Thursday, November 25, 2010

Comedy in the Spam Box

Email marketing spammers have given us a few things. They taught us how to quickly locate and hit the "Delete" key, and they've made it so that most of know what a Bayesian filter is, and how to configure it to route the rubbish to our spam email boxes.

There are slow workdays, however, when all of this spam email can be good for something: entertainment. Next time you need a brain break, pull open your spam box and browse through the subject lines. I'd discourage you from opening any of them, just because of computer viruses and worms, but just reading through the subject lines can be good for a laugh (albeit a very cheap one).

It's immature, but it's also a good way to get a sense of how the other half markets using email. Personally, I think it's far less than half of the marketers out there. That's just a hunch, but it's certainly something to be thankful for.

Happy Thanksgiving.

Friday, November 19, 2010

Bridging the Gap

It's interesting how big of a disconnect there is between those who send email marketing emails, and those who receive them.

Direct mail marketers are particularly bad at recognizing this gap. It seems like businesses spend a fortune sending out direct mailings to customers' homes. Most of these mailings, I suspect, end up going right in the trash or the shredder.

Then, after a hard day's work, these same marketers go home, open their mailboxes, and proceed to throw away all of the junk mail with their name on it.

Email marketing seems to work the same way. I've never met anyone who's delighted to read their spam email...everybody seems to treat it like a nuisance. It begs the question: do enough recipients read it and convert that it becomes a profitable campaign?

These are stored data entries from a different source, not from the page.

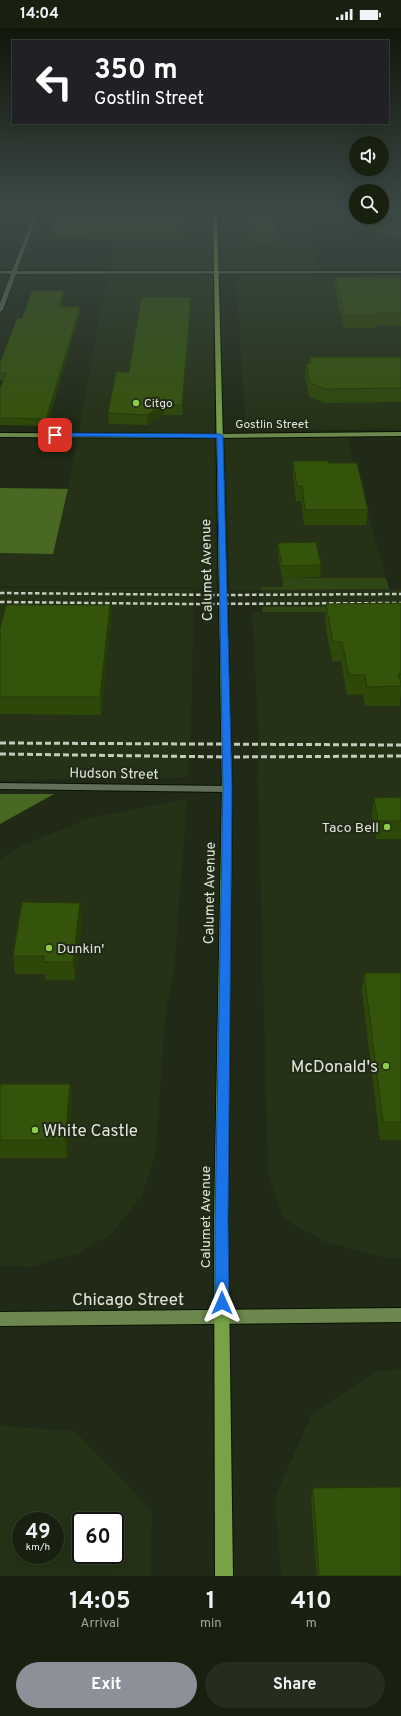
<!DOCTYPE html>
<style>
body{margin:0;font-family:Overpass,sans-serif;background:#252d1e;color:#f1f3f6;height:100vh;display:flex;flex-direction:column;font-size:15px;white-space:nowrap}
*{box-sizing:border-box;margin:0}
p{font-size:13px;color:#9fa39f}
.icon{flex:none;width:22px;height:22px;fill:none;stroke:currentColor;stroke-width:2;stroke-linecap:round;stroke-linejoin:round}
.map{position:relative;height:1548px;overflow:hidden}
.sheet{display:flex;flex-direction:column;background:#182010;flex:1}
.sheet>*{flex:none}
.banner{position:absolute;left:12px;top:12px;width:377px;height:84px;border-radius:0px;box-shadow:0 4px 16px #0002,0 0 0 1px #363e30;background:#202124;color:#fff;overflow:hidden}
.fabs{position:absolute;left:349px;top:108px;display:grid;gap:8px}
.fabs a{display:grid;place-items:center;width:40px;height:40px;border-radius:50%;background:#182010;box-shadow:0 4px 16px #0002,0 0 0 1px #363e30;font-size:20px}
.speed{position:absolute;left:12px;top:1484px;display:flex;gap:8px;font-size:20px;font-weight:700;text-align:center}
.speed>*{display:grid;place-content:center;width:52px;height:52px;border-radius:50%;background:#182010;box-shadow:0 4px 16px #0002,0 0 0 1px #363e30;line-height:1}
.speed small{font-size:10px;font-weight:400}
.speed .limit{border:2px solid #111;border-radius:6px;background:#fff;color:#111}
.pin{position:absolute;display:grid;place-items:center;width:34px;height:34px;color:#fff;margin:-17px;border-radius:8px;box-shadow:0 2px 6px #0006}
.me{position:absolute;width:44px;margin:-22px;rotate:0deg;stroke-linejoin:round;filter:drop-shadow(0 0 3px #0008)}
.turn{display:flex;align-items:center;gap:14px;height:84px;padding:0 16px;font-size:18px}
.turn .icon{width:52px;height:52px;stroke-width:2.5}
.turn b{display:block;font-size:28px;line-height:34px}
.eta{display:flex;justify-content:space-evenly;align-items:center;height:68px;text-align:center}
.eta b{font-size:24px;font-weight:700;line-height:28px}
.cta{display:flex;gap:8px;margin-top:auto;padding:8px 16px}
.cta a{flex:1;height:46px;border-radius:24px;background:#8c9099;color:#fff;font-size:16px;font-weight:700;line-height:46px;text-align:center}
.cta a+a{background:#252d1e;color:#f1f3f6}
.status{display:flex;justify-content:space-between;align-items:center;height:28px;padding:0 20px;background:#182010;direction:ltr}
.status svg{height:11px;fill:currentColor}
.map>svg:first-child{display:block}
.built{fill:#253217;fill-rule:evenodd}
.green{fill:#2f4714}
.forest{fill:#486823}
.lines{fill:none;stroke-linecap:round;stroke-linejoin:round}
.street-casing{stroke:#091302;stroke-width:2}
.secondary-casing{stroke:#091302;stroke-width:2}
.primary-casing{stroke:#091302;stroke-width:2}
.street{fill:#626e57;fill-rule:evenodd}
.secondary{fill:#6d884e;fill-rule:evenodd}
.primary{fill:#78a246;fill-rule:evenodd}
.rail-far1{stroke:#c3cabc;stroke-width:2.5;stroke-dasharray:4.5 2.5;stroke-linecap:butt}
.rail{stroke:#c3cabc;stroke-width:3;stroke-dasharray:6 3;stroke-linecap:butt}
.wall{fill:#2e4809}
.shaded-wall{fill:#253b08}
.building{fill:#35540b;stroke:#253b08}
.route{fill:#1a73e8;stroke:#114b97}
.poi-dot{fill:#8ecd43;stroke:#202a16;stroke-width:1.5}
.labels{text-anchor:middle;stroke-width:4;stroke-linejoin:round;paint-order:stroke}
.far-poi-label{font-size:12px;fill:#e0e7da;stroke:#202a16;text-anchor:start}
.far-street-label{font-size:12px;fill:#e0e7da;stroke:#202a16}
.street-label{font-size:14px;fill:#e0e7da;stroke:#202a16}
.poi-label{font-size:14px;fill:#e0e7da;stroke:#202a16;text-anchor:end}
.near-poi-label{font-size:17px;fill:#e0e7da;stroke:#202a16;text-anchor:end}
.near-street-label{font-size:17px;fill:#e0e7da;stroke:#202a16}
</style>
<div class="status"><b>14:04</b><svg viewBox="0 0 49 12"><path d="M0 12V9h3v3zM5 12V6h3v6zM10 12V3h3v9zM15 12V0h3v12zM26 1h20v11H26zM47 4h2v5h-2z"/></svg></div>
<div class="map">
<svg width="401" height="1548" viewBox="0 0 401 1548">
<rect width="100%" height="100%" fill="#202a16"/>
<path class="built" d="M121,183H212L216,560L0,558V460H68L108,245Z
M218,183H269L307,191L318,243L220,244Z
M236,248H401V401L246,402Z
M225,409H347L389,561H401V578L262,579L261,562H230Z
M0,560L194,561L191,698L188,749L0,752Z
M252,584H401V1230L381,1229L324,1213L283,1190L268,1146L258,751L259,709Z
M187,771L174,943L166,983L155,1127L142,1168L112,1205L79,1225L31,1239L0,1238V831L20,818L91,790Z
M401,1342V1548H281L275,1469L311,1388L377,1343Z
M0,1398L75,1403L152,1483L150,1548H0ZM21,1493H55V1527H21ZM81,1493H115V1527H81Z"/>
<path class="green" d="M272,183H356V189H382V183H401V210Z
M283,550H386L389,561L261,562L260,559H283Z
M401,578V584H262V579Z"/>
<path class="forest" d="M0,460L68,461L53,526L0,525Z
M0,766H54L0,796Z"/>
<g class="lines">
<g class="street-casing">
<path id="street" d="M35,183H39L17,243H401V245L16,246L3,282L0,284V275L11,246L0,245V243H12Z
M0,755L227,758L232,761L227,764L0,761Z"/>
</g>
<g class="secondary-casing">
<path id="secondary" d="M401,404V408L220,410L0,409V405L220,406Z
M401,1280V1294L0,1298V1284Z"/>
</g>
<g class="primary-casing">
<path id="primary" d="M213,183H217L232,761L228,1193L233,1548H215L214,1193L222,761Z"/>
</g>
<use href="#street" class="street"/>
<use href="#secondary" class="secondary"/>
<use href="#primary" class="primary"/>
<path class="rail-far1" d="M0,565L223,567L401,566
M0,574L188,576L401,575"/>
<path class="rail" d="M0,715L401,717
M0,726L227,729L401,728"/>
</g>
<path class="wall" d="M248,183H274L276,205V214H250Z
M184,191L181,211L53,210L52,202Z
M335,250L401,253V298L376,297V300H344L335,262Z
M65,270L62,279L80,286L47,398L0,397V360L3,352H0V335L22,290Z
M191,278L182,387H163L148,397L109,396L108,385L129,344Z
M310,329H401V374L325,375L309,369L305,348L306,335H309Z
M293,433L328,435L368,482L366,497H304L301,473H296L293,448Z
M278,515L321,537L320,549L282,550L278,526Z
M401,575V666L399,678H365L363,666L347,667L341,633H332L325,595L326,576Z
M110,577L111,593L101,687L0,686V601Z
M401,769V811H376L372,787L374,770Z
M82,893L75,952H45V946H15L13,928Z
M364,945H401V1112H380L362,963Z
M0,1056H70L72,1074L67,1130H0Z
M313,1460L401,1548H317L311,1470Z"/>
<path class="shaded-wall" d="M0,183H3L0,188Z
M184,183V191L181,211V203Z
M64,263L65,270L60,285L59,279Z
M191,269V278L182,387V377Z
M80,279V286L47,398L46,391Z
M163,377V387L148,397L147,387Z
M110,577L111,593L101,687L100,669Z
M80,875L82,893L75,952L73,934Z
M70,1056L72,1074L67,1130L65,1112Z"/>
<path class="building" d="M59,183H184L181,203L52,202Z
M249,183H274L276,205L250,206Z
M335,250H400L401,253V285H376L377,287H345Z
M32,263H64L59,279H80L46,391L0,390V360L6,345H0V335L17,290H22Z
M141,269H191L182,377H163L147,387L108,385L116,344H129Z
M310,329H401V360L326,361L310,355L306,335H311Z
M293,433H328V435H357L368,482H305L302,458H297Z
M316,514L321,537L282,538L278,515Z
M401,575V646H398L401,656V658L367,659L365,647H349L342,614H333L326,576Z
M6,577H110L100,669H0V608L1,606H0V601Z
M401,769V793H378L374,770Z
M22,874L80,875L73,934H43L44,928H13Z
M364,945H401V1094H383Z
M0,1056H70L65,1112H0Z
M401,1459V1548H319L313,1460Z"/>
<linearGradient id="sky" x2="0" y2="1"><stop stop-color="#12170c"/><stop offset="0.46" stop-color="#3c4a47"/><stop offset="1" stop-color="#3c4a47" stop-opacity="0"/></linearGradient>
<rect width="401" height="399" fill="url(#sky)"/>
<path class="route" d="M55,405L220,406L223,408L232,761L228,1193L229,1275L227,1280L222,1282L217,1280L215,1275V1193L223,761L217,410L53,408L52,407Z"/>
<g class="poi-dot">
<circle cx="136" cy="375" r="4"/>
<circle cx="387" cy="799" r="4"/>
<circle cx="49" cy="920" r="4"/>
<circle cx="386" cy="1038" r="4"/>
<circle cx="35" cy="1102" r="4"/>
</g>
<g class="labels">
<g class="far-poi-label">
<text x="144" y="379">Citgo</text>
</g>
<g class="far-street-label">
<text x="272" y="400">Gostlin Street</text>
</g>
<g class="street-label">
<text transform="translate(206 542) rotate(-91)" y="5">Calumet Avenue</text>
<text transform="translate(114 745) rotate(1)" y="5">Hudson Street</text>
<text transform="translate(209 865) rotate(-89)" y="5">Calumet Avenue</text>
<text transform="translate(205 1189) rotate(-90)" y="5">Calumet Avenue</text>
</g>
<g class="poi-label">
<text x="379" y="804">Taco Bell</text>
<text x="57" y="925" text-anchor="start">Dunkin'</text>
</g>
<g class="near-poi-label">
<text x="378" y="1044">McDonald's</text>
<text x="43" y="1108" text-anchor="start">White Castle</text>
</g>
<g class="near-street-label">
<text x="128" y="1277">Chicago Street</text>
</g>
</g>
</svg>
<div class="fabs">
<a><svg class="icon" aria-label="sound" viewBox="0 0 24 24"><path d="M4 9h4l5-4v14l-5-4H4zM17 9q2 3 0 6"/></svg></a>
<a><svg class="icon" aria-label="search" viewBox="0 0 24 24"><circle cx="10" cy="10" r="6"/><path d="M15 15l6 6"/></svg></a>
</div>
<div class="speed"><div>49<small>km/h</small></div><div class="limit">60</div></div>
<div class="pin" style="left:55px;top:407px;background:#d93025"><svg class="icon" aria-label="arrive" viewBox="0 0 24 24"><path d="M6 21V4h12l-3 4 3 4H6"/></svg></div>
<svg class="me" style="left:222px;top:1275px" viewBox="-20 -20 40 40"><path d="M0-17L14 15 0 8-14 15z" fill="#1a73e8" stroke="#fff" stroke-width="4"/></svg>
<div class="banner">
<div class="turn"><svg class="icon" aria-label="left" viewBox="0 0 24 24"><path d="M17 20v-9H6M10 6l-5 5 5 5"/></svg><div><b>350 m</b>Gostlin Street</div></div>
</div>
</div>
<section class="sheet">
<div class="eta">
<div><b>14:05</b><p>Arrival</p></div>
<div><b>1</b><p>min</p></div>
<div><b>410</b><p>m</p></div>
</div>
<div class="cta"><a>Exit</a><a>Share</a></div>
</section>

My take is trite, but: money isn't everything. Email marketing is next to free, but for every one person that converts, these marketers are likely infuriating another 100 or 1000 who have to hit the "Delete" button. From a branding perspective, it's an egregious violation of trust, so it's really no way to build a business.

If you happen to be starting a business venture, and you think you need to buy a spam email list to get it off the ground, please, go back to the drawing board and try to devise a business strategy that doesn't require you annoy millions of anonymous people.

You work too hard to spend your day being hated.